▸ **TASK GOAL**
Determine how many lines in the entries below hold "Siluko". Respond with that number only.

[Records excerpted from a collection]
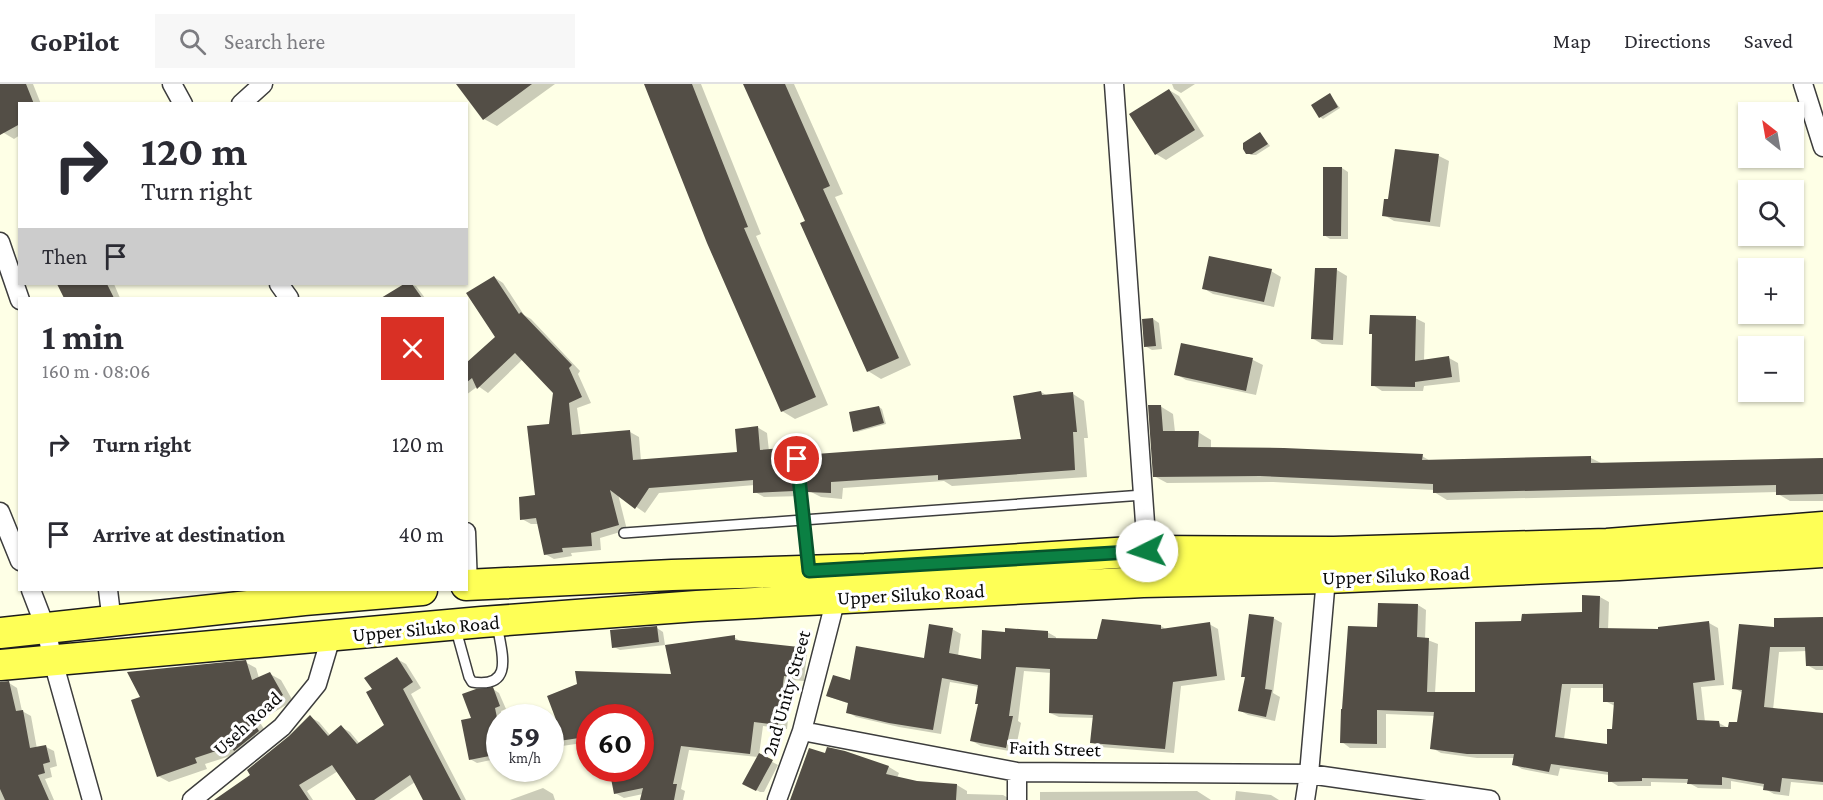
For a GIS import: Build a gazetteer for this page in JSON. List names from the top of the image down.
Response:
{
  "streets": {
    "main road": ["Upper Siluko Road"],
    "street": ["2nd Unity Street", "Useh Road", "Faith Street"]
  },
  "crossings": [
    ["Upper Siluko Road", "2nd Unity Street"],
    ["Upper Siluko Road", "Useh Road"],
    ["2nd Unity Street", "Faith Street"]
  ],
  "north": "top left",
  "page": {
    "header": "GoPilot",
    "search": "Search here",
    "nav": ["Map", "Directions", "Saved"],
    "map_buttons": ["+", "−"],
    "turn": ["120 m", "Turn right"],
    "then": "Then",
    "heading": ["1 min", "160 m · 08:06"],
    "list": [
      {
        "name": "Turn right",
        "value": "120 m"
      },
      {
        "name": "Arrive at destination",
        "value": "40 m"
      }
    ],
    "speed": "59 km/h",
    "limit": "60"
  }
}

▸ **FINAL ANSWER**
3